* **Problem to work on**:
Copy the data below exactly, omitting any picture it contains.

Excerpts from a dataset
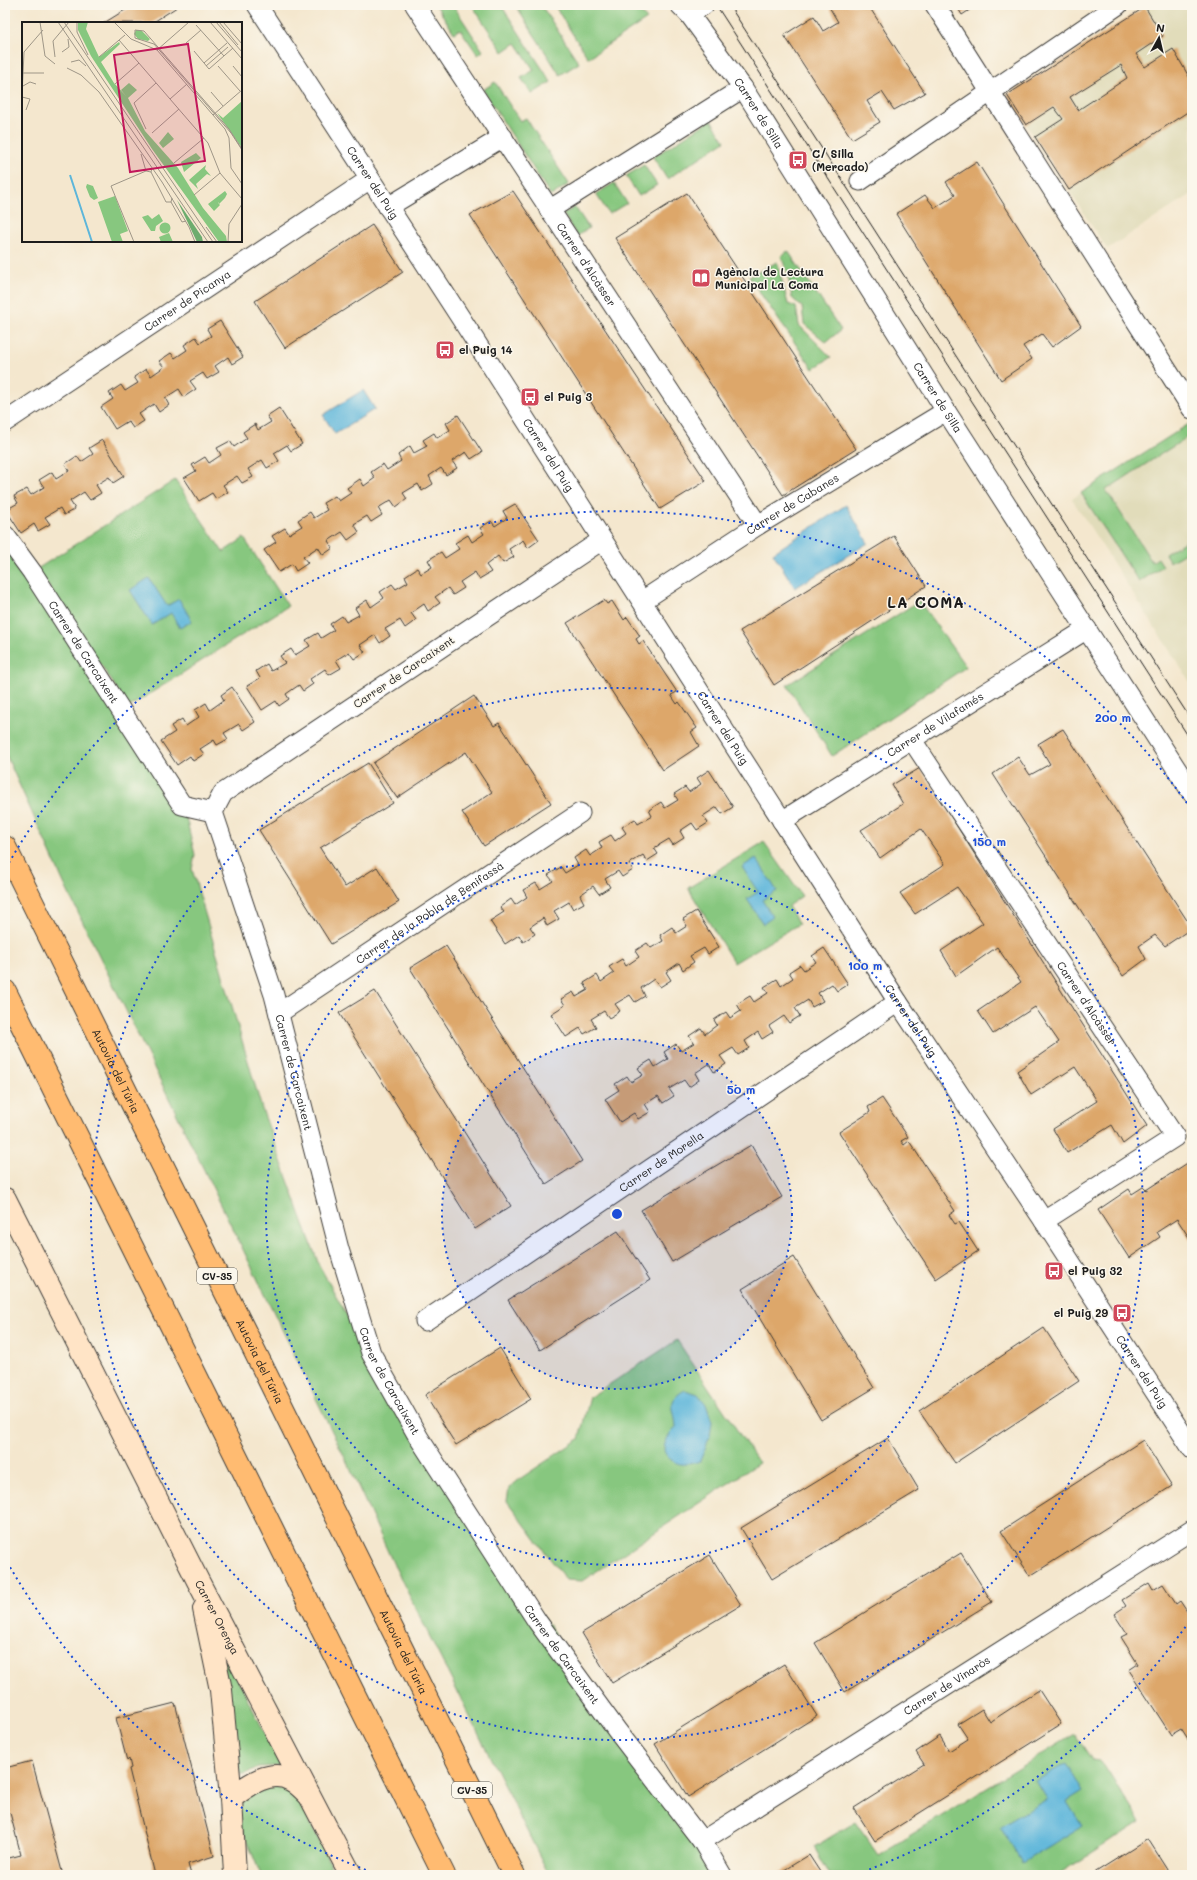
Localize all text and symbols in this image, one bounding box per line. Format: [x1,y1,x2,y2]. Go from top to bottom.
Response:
north arrow [1139,18,1179,58]
text: N [1155,20,1166,36]
inset map [22,22,242,242]
street label: Carrer de Silla [731,75,787,151]
street label: Carrer del Puig [344,143,402,222]
place label: C/ Silla (Mercado) [812,146,868,174]
bus stop icon: C/ Silla (Mercado) [787,149,809,171]
street label: Carrer d'Alcàsser [553,219,620,309]
place label: Agència de Lectura Municipal La Coma [715,264,824,292]
street label: Carrer de Picanya [141,266,233,334]
library icon: Agència de Lectura Municipal La Coma [690,267,712,289]
bus stop icon: el Puig 14 [434,339,456,361]
place label: el Puig 14 [459,342,512,357]
street label: Carrer de Silla [910,359,966,436]
bus stop icon: el Puig 3 [519,386,541,408]
place label: el Puig 3 [544,389,593,404]
street label: Carrer del Puig [520,415,578,494]
street label: Carrer de Cabanes [743,470,841,538]
district label: LA COMA [887,592,965,612]
street label: Carrer de Carcaixent [45,598,123,706]
street label: Carrer de Carcaixent [350,632,457,711]
street label: Carrer del Puig [694,688,752,767]
street label: Carrer de Vilafamés [884,688,986,760]
text: 200 m [1095,709,1131,725]
text: 150 m [972,833,1006,849]
street label: Carrer de la Pobla de Benifassà [353,858,507,967]
text: 100 m [848,957,882,973]
street label: Carrer d'Alcàsser [1054,958,1120,1048]
street label: Carrer del Puig [882,981,941,1060]
street label: Carrer de Carcaixent [272,1013,316,1132]
street label: Autovia del Túria [89,1026,144,1116]
text: 50 m [727,1081,755,1097]
street label: Carrer de Morella [616,1127,706,1195]
centre of rings [610,1207,624,1221]
bus stop icon: el Puig 32 [1043,1260,1065,1282]
place label: el Puig 32 [1068,1263,1122,1278]
road number: CV-35 [197,1268,237,1284]
bus stop icon: el Puig 29 [1111,1302,1133,1324]
place label: el Puig 29 [1054,1305,1108,1320]
street label: Autovia del Túria [233,1316,287,1406]
street label: Carrer de Carcaixent [356,1325,424,1437]
street label: Carrer del Puig [1113,1332,1171,1411]
street label: Carrer Orenga [192,1577,243,1657]
street label: Carrer de Carcaixent [521,1601,603,1707]
street label: Autovia del Túria [377,1607,431,1697]
street label: Carrer de Vinaròs [900,1652,993,1718]
road number: CV-35 [452,1782,492,1798]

* **Solution to this exercise**:
Localize all text and symbols in this image, one bounding box per line. Format: [x1,y1,x2,y2]. Go from top to bottom.
Response:
north arrow [1139,18,1179,58]
text: N [1155,20,1166,36]
inset map [22,22,242,242]
street label: Carrer de Silla [731,75,787,151]
street label: Carrer del Puig [344,143,402,222]
place label: C/ Silla (Mercado) [812,146,868,174]
bus stop icon: C/ Silla (Mercado) [787,149,809,171]
street label: Carrer d'Alcàsser [553,219,620,309]
place label: Agència de Lectura Municipal La Coma [715,264,824,292]
street label: Carrer de Picanya [141,266,233,334]
library icon: Agència de Lectura Municipal La Coma [690,267,712,289]
bus stop icon: el Puig 14 [434,339,456,361]
place label: el Puig 14 [459,342,512,357]
street label: Carrer de Silla [910,359,966,436]
bus stop icon: el Puig 3 [519,386,541,408]
place label: el Puig 3 [544,389,593,404]
street label: Carrer del Puig [520,415,578,494]
street label: Carrer de Cabanes [743,470,841,538]
district label: LA COMA [887,592,965,612]
street label: Carrer de Carcaixent [45,598,123,706]
street label: Carrer de Carcaixent [350,632,457,711]
street label: Carrer del Puig [694,688,752,767]
street label: Carrer de Vilafamés [884,688,986,760]
text: 200 m [1095,709,1131,725]
text: 150 m [972,833,1006,849]
street label: Carrer de la Pobla de Benifassà [353,858,507,967]
text: 100 m [848,957,882,973]
street label: Carrer d'Alcàsser [1054,958,1120,1048]
street label: Carrer del Puig [882,981,941,1060]
street label: Carrer de Carcaixent [272,1013,316,1132]
street label: Autovia del Túria [89,1026,144,1116]
text: 50 m [727,1081,755,1097]
street label: Carrer de Morella [616,1127,706,1195]
centre of rings [610,1207,624,1221]
bus stop icon: el Puig 32 [1043,1260,1065,1282]
place label: el Puig 32 [1068,1263,1122,1278]
road number: CV-35 [197,1268,237,1284]
bus stop icon: el Puig 29 [1111,1302,1133,1324]
place label: el Puig 29 [1054,1305,1108,1320]
street label: Autovia del Túria [233,1316,287,1406]
street label: Carrer de Carcaixent [356,1325,424,1437]
street label: Carrer del Puig [1113,1332,1171,1411]
street label: Carrer Orenga [192,1577,243,1657]
street label: Carrer de Carcaixent [521,1601,603,1707]
street label: Autovia del Túria [377,1607,431,1697]
street label: Carrer de Vinaròs [900,1652,993,1718]
road number: CV-35 [452,1782,492,1798]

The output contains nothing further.